Como é que a sobrinha de D. Maria, que a princípio tanto desafiara a sua hilaridade por esquisita e feia, lhe viera depois a inspirar amor, é isso segredo do coração do rapaz que nos não é dado penetrar: o fato é que ele a amava, e isto nos basta. Convém lembrar que se pela sorte de um pai se pode augurar1 a de um filho, o Leonardo em matéria de amor não prometia decerto grande fortuna. E com efeito, logo depois da noite do fogo no Campo2, em que as coisas começavam a tomar vulto, principiou a roda a desandar-lhe em quase todos os sentidos. Luisinha, uma vez extinto o entusiasmo que, suscitado pelas emoções que experimentara na noite do fogo, a acordara da sua apatia, voltara de novo ao seu antigo estado: e, como de tudo esquecida, na primeira visita que o barbeiro e o Leonardo fizeram a D. Maria depois desses acontecimentos, nem para este último levantara os olhos; conservara-se de cabeça baixa e olhos no chão.
(Memórias de um sargento de milícias, 2003.)
1 augurar: adivinhar.
2 fogo no Campo: referência à Festa do Divino (celebração religiosa de origem católica), comemorada com fogos de artifício.
A não onisciência do narrador das Memórias de um sargento de milícias está bem exemplificada no seguinte trecho:
a) |
“é isso segredo do coração do rapaz que nos não é dado penetrar” (2º parágrafo). |
b) |
“É escusado dizer a quem” (1º parágrafo). |
c) |
“o fato é que ele a amava, e isto nos basta” (2º parágrafo). |
d) |
“pela sorte de um pai se pode augurar a de um filho” (2º parágrafo). |
e) |
“principiou a roda a desandar-lhe em quase todos os sentidos” (2º parágrafo). |
a) Correta.
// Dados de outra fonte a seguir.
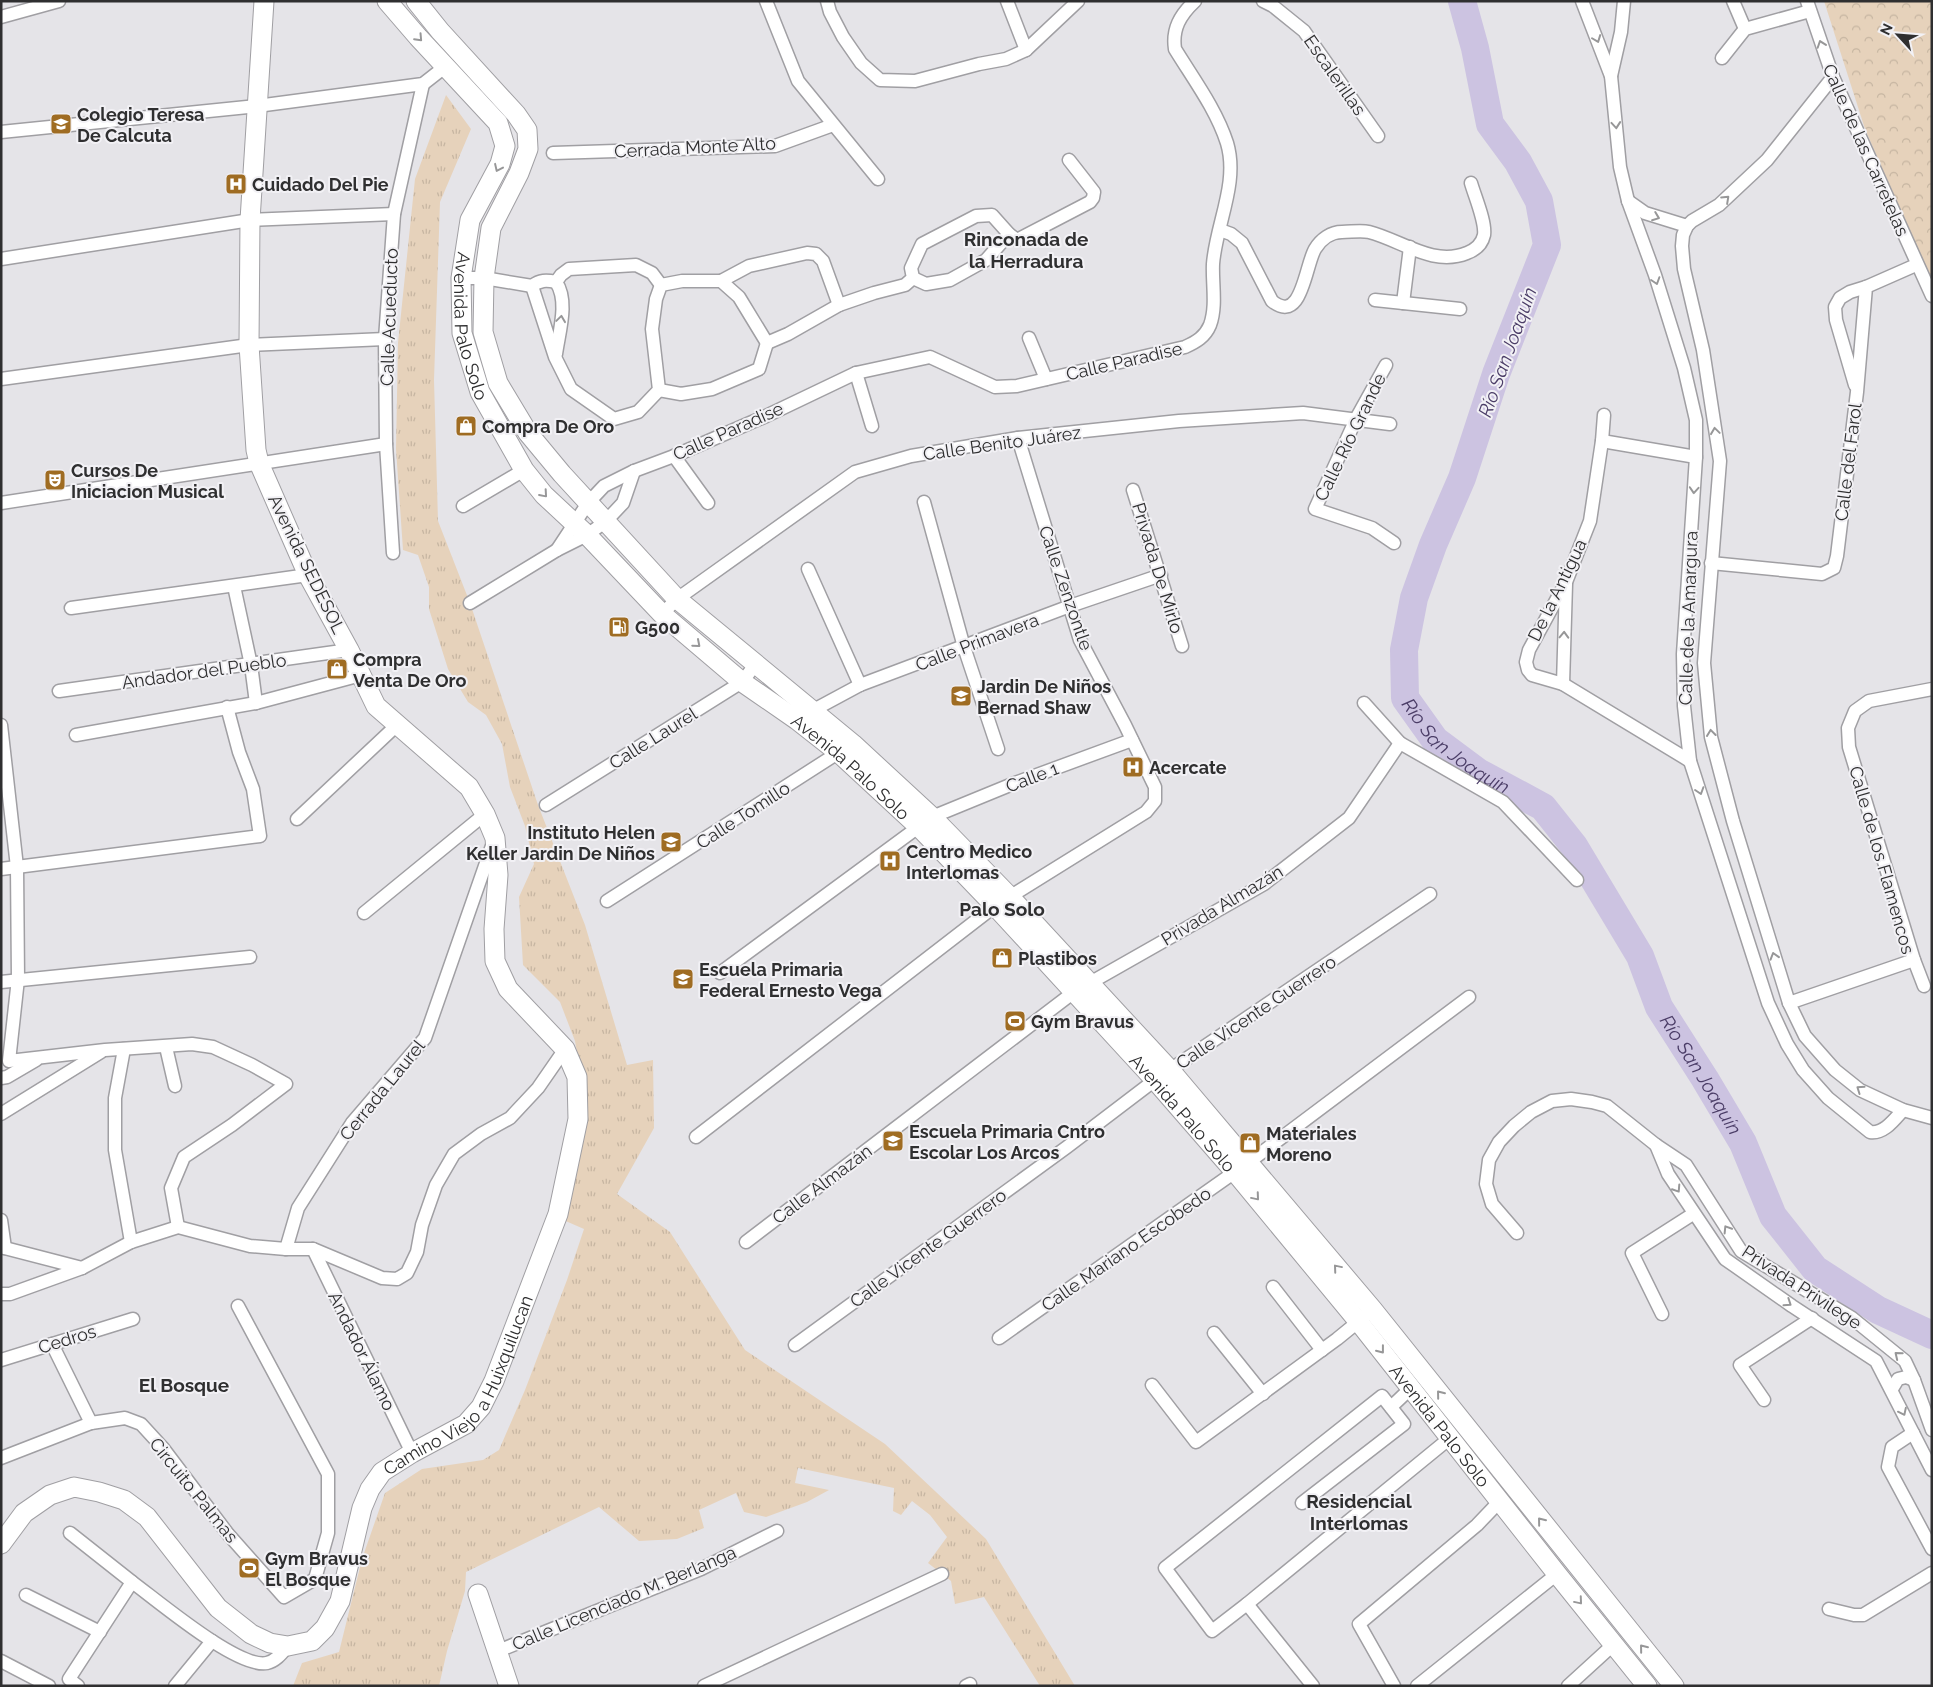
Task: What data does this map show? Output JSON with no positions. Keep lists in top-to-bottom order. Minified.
{"streets":{"main road":["Avenida Palo Solo","Avenida SEDESOL","Camino Viejo a Huixquilucan"],"street":["Escalerillas","Cerrada Monte Alto","Calle de las Carretelas","Calle Acueducto","Calle Paradise","Calle Río Grande","Calle Benito Juárez","Calle del Farol","Privada De Mirlo","Calle Zenzontle","De la Antigua","Calle de la Amargura","Calle Primavera","Andador del Pueblo","Calle Laurel","Calle 1","Calle Tomillo","Calle de los Flamencos","Privada Almazán","Calle Vicente Guerrero","Cerrada Laurel","Calle Almazán","Calle Mariano Escobedo","Privada Privilege","Cedros","Andador Álamo","Circuito Palmas","Calle Licenciado M. Berlanga"]},"crossings":[["Avenida Palo Solo","Calle Paradise"],["Avenida Palo Solo","Calle Benito Juárez"],["Avenida Palo Solo","Calle Zenzontle"],["Avenida Palo Solo","Calle Primavera"],["Avenida Palo Solo","Calle Laurel"],["Avenida Palo Solo","Calle 1"],["Avenida Palo Solo","Calle Tomillo"],["Avenida Palo Solo","Privada Almazán"],["Avenida Palo Solo","Calle Vicente Guerrero"],["Avenida Palo Solo","Calle Almazán"],["Avenida Palo Solo","Calle Mariano Escobedo"],["Calle Río Grande","Calle Benito Juárez"],["Calle Benito Juárez","Calle Zenzontle"],["Calle del Farol","Calle de la Amargura"],["Avenida SEDESOL","Andador del Pueblo"],["Avenida SEDESOL","Cerrada Laurel"],["Avenida SEDESOL","Camino Viejo a Huixquilucan"],["Privada De Mirlo","Calle Primavera"],["Calle Zenzontle","Calle Primavera"],["Calle Zenzontle","Calle 1"],["Calle de la Amargura","Calle de los Flamencos"],["Privada Almazán","Calle Almazán"],["Andador Álamo","Camino Viejo a Huixquilucan"]],"districts":["Rinconada de la Herradura","Palo Solo","El Bosque","Residencial Interlomas"],"water":["Río San Joaquín"],"places":{"school or university":["Colegio Teresa De Calcuta","Jardin De Niños Bernad Shaw","Instituto Helen Keller Jardin De Niños","Escuela Primaria Federal Ernesto Vega","Escuela Primaria Cntro Escolar Los Arcos"],"hospital":["Cuidado Del Pie","Acercate","Centro Medico Interlomas"],"shop":["Compra De Oro","Compra Venta De Oro","Plastibos","Materiales Moreno"],"theatre":["Cursos De Iniciacion Musical"],"fuel station":["G500"],"sports":["Gym Bravus","Gym Bravus El Bosque"]},"north":"top left"}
Ao afirmar a impossibilidade de penetrar o “coração do rapaz”, o narrador afasta-se de uma perspectiva onisciente. Assim, a mudança de postura e sentimentos de Leonardo em relação a Luisinha mantém-se como um mistério, um “segredo”, algo que não pode ser revelado por encontrar-se no íntimo do personagem. Dessa forma, o trecho exemplifica a não onisciência do narrador.
b) Incorreta. De acordo com esse trecho, é desnecessário nomear quem era o amor de Leonardo, pois essa informação seria facilmente subentendida pelos leitores, levando-se em conta os fatos narrados previamente. Essa afirmação do narrador não o afasta necessariamente de uma onisciência.
c) Incorreta. Nesse trecho, o narrador afirma que Leonardo amava Luisinha. Desse modo, revela um sentimento do personagem e, por isso, não pode ser considerado um exemplo de não onisciência.
d) Incorreta. O trecho em questão traz uma reflexão do narrador, que relaciona as vivências amorosas do pai de Leonardo com as possíveis experiências do protagonista nesse mesmo campo. Não há, portanto, elementos que permitam configurar a não onisciência.
e) Incorreta. Aqui o narrador confirma a “previsão” de que Leonardo, tal qual o seu pai, enfrentaria dificuldades em relação ao amor. Não se pode, então, detectar elementos que afastem o narrador de uma perspectiva onisciente.